Hyde: a revelation
It doesn't matter that the 400-metre hurdles appeared to fit Jaheel Hyde like a suit from a bespoke tailor even before he tried it. As we all know, expectation and reality can sometimes be quite different. Happily, Hyde made the event his own in 2014.
As expected, his speed and hurdling abilities proved a formidable combination. With his Wolmers' Boys' School coach, Chris Harley, shrewdly plotting a course through a debut season in the long hurdles, Hyde bulldozed Omar McLeod's national junior and Boys' Championship record. That 49.49-second run presaged wins at the Carifta Games and the Penn Relays. Not content, he peaked again at the World Junior Championships to the tune of 49.29 seconds.
A year ago, at this time in this space, it was suggested that the 400m hurdles might be right for Hyde. Despite that, it was still a revelation.

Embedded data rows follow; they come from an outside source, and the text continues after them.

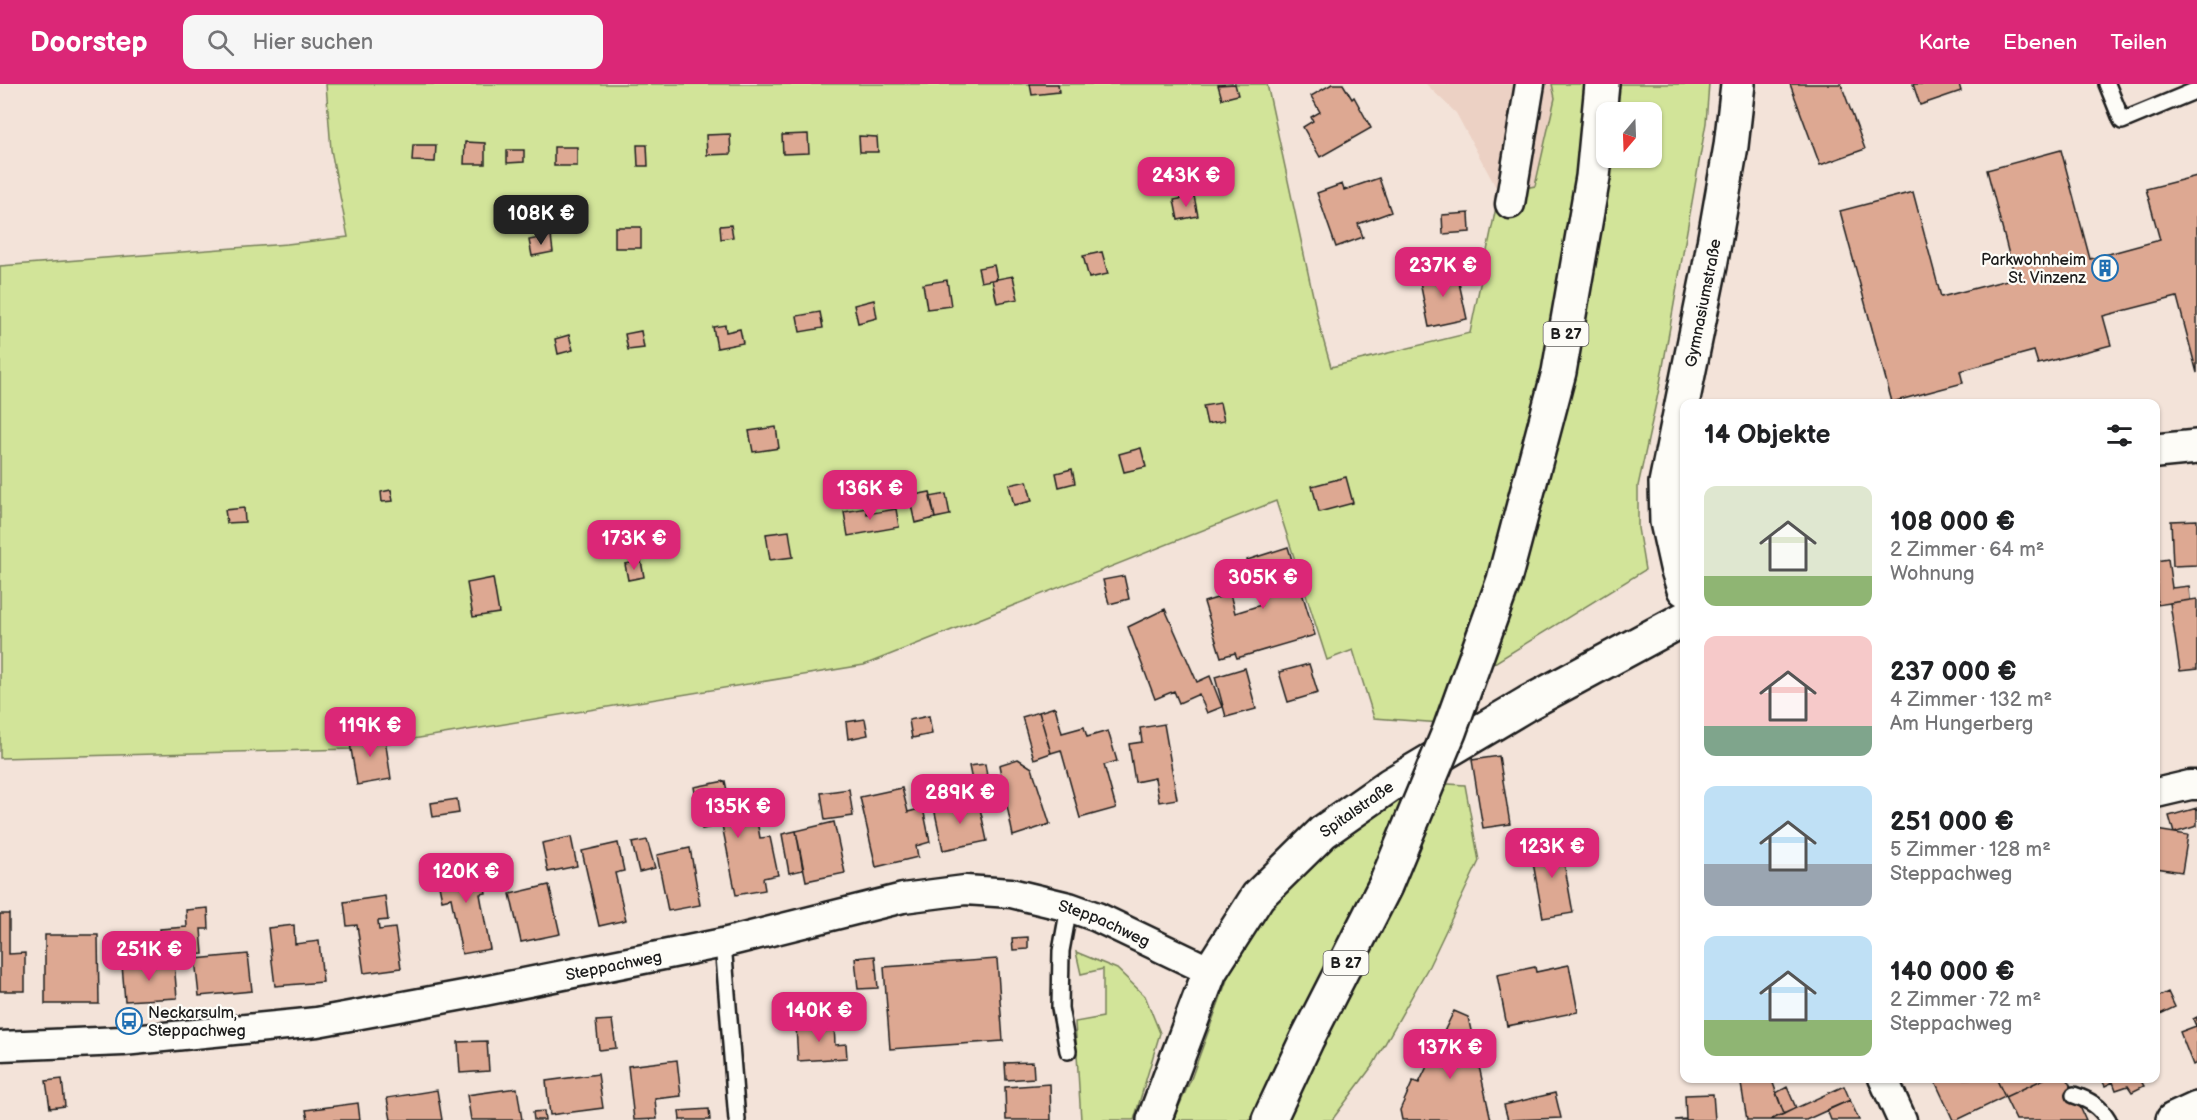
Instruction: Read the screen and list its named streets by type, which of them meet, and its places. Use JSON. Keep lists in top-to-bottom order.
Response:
{
  "streets": {
    "main road": ["Gymnasiumstraße", "B 27", "Spitalstraße"],
    "street": ["Steppachweg"]
  },
  "crossings": [
    ["Spitalstraße", "Steppachweg"]
  ],
  "places": {
    "building": ["Parkwohnheim St. Vinzenz"],
    "bus stop": ["Neckarsulm, Steppachweg"]
  },
  "north": "bottom",
  "page": {
    "header": "Doorstep",
    "search": "Hier suchen",
    "nav": ["Karte", "Ebenen", "Teilen"],
    "price": [
      "243K €",
      "108K €",
      "237K €",
      "136K €",
      "173K €",
      "305K €",
      "119K €",
      "289K €",
      "135K €",
      "123K €",
      "120K €",
      "251K €",
      "140K €",
      "137K €"
    ],
    "heading": "14 Objekte",
    "list": [
      {
        "name": "108 000 €",
        "note": "2 Zimmer · 64 m² · Wohnung"
      },
      {
        "name": "237 000 €",
        "note": "4 Zimmer · 132 m² · Am Hungerberg"
      },
      {
        "name": "251 000 €",
        "note": "5 Zimmer · 128 m² · Steppachweg"
      },
      {
        "name": "140 000 €",
        "note": "2 Zimmer · 72 m² · Steppachweg"
      }
    ]
  }
}
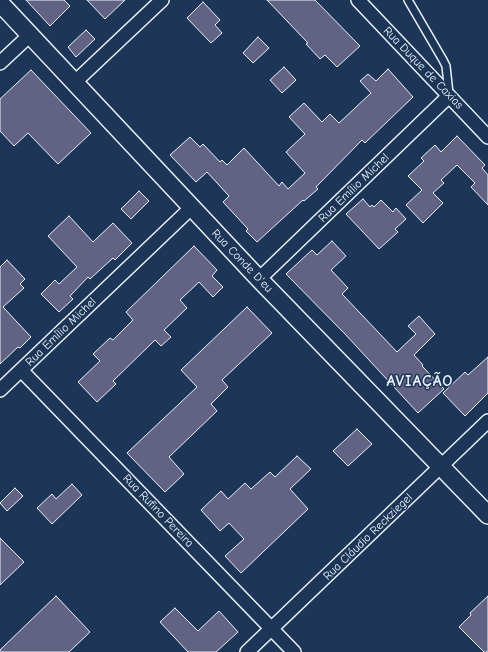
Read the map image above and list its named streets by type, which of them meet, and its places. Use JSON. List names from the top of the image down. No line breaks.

That was July and late in August, he closed his career as an Under-18 athlete with a world best for the 110-metre hurdles at the Youth Olympics.
His eye-popping 2014 season begs two questions. The first is what will he do in the New Year. Some pundits already see him in Beijing for the World Championships. Perhaps, after his 2013 and 2014 exploits in football and athletics, he needs some rest. He won the World Youth 110 hurdles in July last year and has been training and competing in one sport or the other ever since.

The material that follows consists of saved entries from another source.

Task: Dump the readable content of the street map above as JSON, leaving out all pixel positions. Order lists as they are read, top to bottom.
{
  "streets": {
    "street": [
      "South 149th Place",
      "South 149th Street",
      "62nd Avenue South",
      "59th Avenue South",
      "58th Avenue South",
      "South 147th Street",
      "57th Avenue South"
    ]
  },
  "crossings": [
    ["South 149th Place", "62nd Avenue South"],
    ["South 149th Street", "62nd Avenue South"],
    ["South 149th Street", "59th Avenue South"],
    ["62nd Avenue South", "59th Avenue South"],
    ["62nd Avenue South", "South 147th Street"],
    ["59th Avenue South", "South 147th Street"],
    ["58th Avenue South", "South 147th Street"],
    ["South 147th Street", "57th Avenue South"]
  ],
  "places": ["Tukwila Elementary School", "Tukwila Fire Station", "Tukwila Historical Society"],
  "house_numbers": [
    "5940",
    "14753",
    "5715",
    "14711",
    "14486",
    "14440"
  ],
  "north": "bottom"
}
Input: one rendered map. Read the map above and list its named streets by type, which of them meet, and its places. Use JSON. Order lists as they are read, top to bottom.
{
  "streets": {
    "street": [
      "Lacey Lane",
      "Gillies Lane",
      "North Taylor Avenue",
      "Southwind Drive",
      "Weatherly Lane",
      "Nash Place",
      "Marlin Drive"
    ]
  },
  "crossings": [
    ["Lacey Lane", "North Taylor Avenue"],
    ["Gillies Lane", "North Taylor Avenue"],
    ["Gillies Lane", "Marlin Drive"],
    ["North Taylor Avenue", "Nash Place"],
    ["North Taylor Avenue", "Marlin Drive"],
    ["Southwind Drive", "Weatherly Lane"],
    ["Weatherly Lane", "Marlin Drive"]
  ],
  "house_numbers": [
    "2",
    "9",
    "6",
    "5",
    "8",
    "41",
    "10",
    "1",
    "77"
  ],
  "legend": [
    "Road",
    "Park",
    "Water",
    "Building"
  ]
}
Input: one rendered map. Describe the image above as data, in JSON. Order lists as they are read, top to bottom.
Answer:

A 2015 season that ends after the Penn Relays in April might just recharge his batteries.
The other question is whether any other top prospect will come to the 400m hurdles. Calabar's World Youth 200-metre champion, Michael O'Hara, is a great candidate. He's taller than Hyde, has the Boys' Championships Class Two 110-metre hurdles record and has blazing speed at 400 metres.
When Calabar ran three minutes 7.00 seconds to set a Gibson Relays 4x400m record in February, reliable watches timed his third leg in under 46 seconds. At the Penn Relays, his urgent anchor was a confirmed 45.8
Whether O'Hara tries the event or not, Jamaica is on the way back in the 400m hurdles. Roxroy Cato and Annsert Whyte ran 48.48 and 48.58, respectively, this year. STETHS has 2013 World Youth Champion Marvin Williams and his talented namesake Okeen.

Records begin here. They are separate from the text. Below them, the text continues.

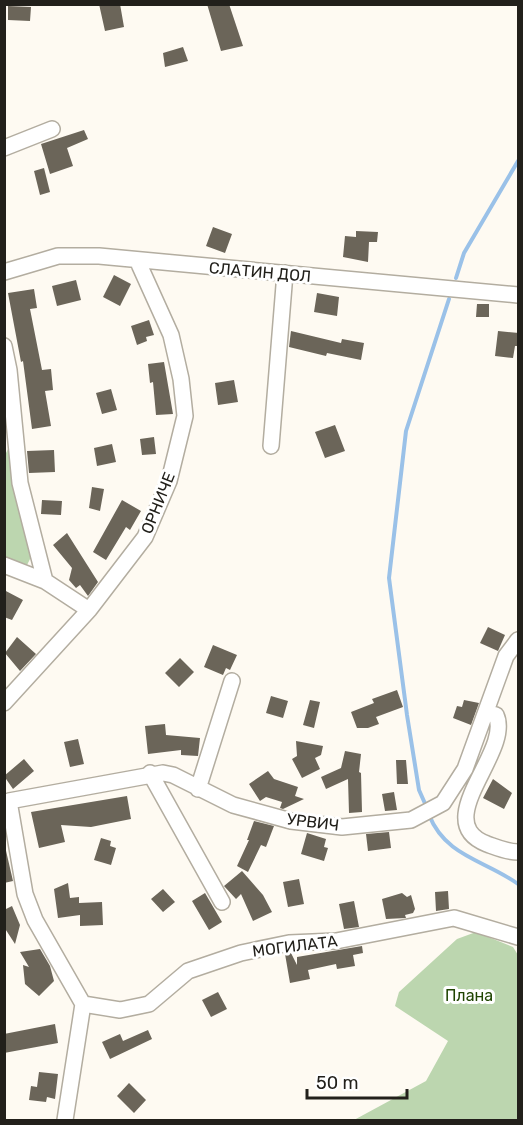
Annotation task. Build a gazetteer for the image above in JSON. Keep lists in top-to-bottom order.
{
  "streets": {
    "street": [
      "СЛАТИН ДОЛ",
      "ОРНИЧЕ",
      "УРВИЧ",
      "МОГИЛАТА"
    ]
  },
  "crossings": [
    ["СЛАТИН ДОЛ", "ОРНИЧЕ"]
  ],
  "parks": ["Плана"],
  "scale_bar": "50 m"
}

All of them, and former national junior record holders McLeod and Josef Robertson, 2012 World Junior finalist Javarn Gallimore and 2012 Olympic finalist Leford Green, could harbour thoughts of reaching the heights of Olympic silver medal winners Winthrop Graham and Danny McFarlane.
For now, Jaheel Hyde is the name on everyone's lips. After his blockbuster debut season in the 400-metre hurdles, it's no wonder.
Hubert Lawrence has scrutinised athletics since 1980.